-- TASK DETAILS --
Filter the entries for the word "content". Copy each line in which it occurs.

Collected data
^^^^^^^^
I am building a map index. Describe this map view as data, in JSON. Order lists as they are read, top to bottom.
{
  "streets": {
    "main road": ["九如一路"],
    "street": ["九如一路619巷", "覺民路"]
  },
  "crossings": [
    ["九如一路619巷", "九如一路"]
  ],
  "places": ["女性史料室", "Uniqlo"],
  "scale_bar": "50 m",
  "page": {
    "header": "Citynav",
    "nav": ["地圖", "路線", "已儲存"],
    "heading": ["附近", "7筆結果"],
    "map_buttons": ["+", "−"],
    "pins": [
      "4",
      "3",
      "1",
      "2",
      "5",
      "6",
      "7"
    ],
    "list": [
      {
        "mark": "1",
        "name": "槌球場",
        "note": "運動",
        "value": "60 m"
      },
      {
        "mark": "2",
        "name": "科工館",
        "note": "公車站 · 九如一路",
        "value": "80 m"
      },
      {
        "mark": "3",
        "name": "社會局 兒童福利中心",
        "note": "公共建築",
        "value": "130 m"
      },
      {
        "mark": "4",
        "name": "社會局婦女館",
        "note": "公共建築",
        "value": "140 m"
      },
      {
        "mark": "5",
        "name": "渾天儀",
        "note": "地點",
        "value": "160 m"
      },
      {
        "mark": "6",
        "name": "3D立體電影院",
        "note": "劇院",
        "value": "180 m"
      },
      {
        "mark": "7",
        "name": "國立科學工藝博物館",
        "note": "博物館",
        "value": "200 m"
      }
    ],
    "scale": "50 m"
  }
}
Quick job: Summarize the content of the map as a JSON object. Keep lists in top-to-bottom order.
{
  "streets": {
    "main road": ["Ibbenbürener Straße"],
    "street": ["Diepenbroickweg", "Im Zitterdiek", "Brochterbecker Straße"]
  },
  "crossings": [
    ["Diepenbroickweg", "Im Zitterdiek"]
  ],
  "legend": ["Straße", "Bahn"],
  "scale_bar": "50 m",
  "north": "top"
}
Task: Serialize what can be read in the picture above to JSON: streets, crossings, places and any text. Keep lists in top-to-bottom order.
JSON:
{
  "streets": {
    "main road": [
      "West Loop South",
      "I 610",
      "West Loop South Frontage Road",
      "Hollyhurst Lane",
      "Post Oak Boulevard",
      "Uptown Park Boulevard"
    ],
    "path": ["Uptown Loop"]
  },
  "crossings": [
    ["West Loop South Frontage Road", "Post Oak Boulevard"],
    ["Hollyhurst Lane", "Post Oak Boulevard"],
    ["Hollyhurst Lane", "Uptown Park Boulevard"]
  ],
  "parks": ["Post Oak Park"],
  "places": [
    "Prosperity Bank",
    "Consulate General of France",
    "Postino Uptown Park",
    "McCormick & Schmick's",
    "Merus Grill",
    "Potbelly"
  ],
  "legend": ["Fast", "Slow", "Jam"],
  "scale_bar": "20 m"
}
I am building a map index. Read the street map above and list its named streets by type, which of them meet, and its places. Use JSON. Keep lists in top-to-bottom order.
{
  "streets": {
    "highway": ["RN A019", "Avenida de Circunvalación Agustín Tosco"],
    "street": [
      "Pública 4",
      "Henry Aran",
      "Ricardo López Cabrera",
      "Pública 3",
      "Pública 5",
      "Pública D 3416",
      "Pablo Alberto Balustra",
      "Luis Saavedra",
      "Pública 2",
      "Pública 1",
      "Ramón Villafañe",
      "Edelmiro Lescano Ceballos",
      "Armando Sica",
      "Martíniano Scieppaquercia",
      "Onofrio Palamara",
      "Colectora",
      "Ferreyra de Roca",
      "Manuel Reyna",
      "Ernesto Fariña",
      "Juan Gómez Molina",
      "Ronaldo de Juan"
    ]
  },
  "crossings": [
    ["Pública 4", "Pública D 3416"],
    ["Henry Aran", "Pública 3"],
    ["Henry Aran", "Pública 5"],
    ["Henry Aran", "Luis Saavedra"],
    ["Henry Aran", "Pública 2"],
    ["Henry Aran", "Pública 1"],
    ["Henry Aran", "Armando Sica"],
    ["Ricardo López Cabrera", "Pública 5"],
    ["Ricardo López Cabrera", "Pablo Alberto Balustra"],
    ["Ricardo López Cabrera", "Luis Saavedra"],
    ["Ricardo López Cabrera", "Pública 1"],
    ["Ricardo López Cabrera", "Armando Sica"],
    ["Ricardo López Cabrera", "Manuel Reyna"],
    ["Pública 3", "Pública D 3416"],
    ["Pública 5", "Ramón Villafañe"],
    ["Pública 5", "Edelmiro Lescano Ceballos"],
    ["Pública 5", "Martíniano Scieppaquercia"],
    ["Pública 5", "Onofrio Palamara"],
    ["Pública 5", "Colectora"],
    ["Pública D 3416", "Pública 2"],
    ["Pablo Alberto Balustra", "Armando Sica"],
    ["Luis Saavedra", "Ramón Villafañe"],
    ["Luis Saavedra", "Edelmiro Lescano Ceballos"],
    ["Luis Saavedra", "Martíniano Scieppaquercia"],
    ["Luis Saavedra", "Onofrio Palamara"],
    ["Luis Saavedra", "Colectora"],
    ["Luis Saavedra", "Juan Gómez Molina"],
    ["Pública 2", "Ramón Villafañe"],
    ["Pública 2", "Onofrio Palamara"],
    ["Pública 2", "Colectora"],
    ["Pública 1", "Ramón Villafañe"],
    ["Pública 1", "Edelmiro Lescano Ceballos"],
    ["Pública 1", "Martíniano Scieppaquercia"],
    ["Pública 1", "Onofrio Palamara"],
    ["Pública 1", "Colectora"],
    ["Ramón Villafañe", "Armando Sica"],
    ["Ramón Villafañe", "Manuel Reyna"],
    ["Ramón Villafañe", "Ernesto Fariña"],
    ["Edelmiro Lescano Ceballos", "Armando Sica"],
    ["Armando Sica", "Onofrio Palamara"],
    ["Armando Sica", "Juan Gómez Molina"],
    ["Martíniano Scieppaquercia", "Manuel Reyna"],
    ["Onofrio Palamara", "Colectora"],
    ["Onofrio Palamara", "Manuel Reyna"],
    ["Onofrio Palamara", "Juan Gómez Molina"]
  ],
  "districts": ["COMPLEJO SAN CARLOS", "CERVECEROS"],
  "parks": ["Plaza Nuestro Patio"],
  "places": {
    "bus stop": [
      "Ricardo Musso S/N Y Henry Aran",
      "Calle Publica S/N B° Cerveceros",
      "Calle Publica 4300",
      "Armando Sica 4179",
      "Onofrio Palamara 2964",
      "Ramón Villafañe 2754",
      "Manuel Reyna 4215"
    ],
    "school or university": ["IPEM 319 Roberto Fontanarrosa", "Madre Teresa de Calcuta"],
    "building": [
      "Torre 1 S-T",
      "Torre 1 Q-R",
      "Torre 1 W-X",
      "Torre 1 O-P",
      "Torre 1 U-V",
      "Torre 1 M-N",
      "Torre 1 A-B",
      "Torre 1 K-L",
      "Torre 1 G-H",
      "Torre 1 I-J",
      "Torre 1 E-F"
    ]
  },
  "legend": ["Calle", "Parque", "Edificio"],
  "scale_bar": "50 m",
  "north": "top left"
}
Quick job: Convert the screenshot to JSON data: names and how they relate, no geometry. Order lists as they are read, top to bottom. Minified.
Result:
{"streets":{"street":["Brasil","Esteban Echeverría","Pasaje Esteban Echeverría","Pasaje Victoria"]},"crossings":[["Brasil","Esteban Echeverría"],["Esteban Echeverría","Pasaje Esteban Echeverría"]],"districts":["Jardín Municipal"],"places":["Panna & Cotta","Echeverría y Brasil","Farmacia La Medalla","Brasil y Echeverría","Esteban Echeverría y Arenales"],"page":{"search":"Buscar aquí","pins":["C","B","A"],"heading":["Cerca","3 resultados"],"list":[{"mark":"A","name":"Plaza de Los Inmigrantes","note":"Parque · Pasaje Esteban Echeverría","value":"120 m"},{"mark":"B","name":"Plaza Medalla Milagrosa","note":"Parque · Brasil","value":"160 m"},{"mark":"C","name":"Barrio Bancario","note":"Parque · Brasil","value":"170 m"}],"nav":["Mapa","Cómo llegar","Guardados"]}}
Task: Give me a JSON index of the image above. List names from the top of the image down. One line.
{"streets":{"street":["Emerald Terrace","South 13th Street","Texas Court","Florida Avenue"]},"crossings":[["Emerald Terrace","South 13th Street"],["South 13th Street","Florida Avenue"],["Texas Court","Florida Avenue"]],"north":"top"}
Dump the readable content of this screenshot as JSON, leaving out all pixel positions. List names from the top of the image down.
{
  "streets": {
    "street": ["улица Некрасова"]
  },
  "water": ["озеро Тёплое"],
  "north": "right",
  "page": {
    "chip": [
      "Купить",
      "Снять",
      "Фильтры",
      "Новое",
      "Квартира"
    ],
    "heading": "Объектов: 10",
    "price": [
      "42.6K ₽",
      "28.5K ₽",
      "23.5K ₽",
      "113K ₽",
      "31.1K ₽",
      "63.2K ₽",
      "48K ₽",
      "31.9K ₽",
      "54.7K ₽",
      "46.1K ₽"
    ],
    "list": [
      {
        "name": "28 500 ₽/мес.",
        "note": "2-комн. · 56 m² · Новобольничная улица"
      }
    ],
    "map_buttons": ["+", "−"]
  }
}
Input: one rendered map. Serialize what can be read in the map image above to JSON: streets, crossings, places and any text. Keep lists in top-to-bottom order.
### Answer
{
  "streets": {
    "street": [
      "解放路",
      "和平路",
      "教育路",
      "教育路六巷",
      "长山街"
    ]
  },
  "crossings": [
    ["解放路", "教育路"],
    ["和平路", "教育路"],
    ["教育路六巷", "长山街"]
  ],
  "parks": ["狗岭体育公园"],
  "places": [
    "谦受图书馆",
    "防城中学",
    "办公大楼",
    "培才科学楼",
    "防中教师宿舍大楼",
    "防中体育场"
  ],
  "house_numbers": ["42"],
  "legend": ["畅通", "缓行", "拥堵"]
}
^^^^^^^^
-- RESPONSE TO THIS TASK --
Quick job: Summarize the content of the map as a JSON object. Keep lists in top-to-bottom order.
Dump the readable content of this screenshot as JSON, leaving out all pixel positions. List names from the top of the image down.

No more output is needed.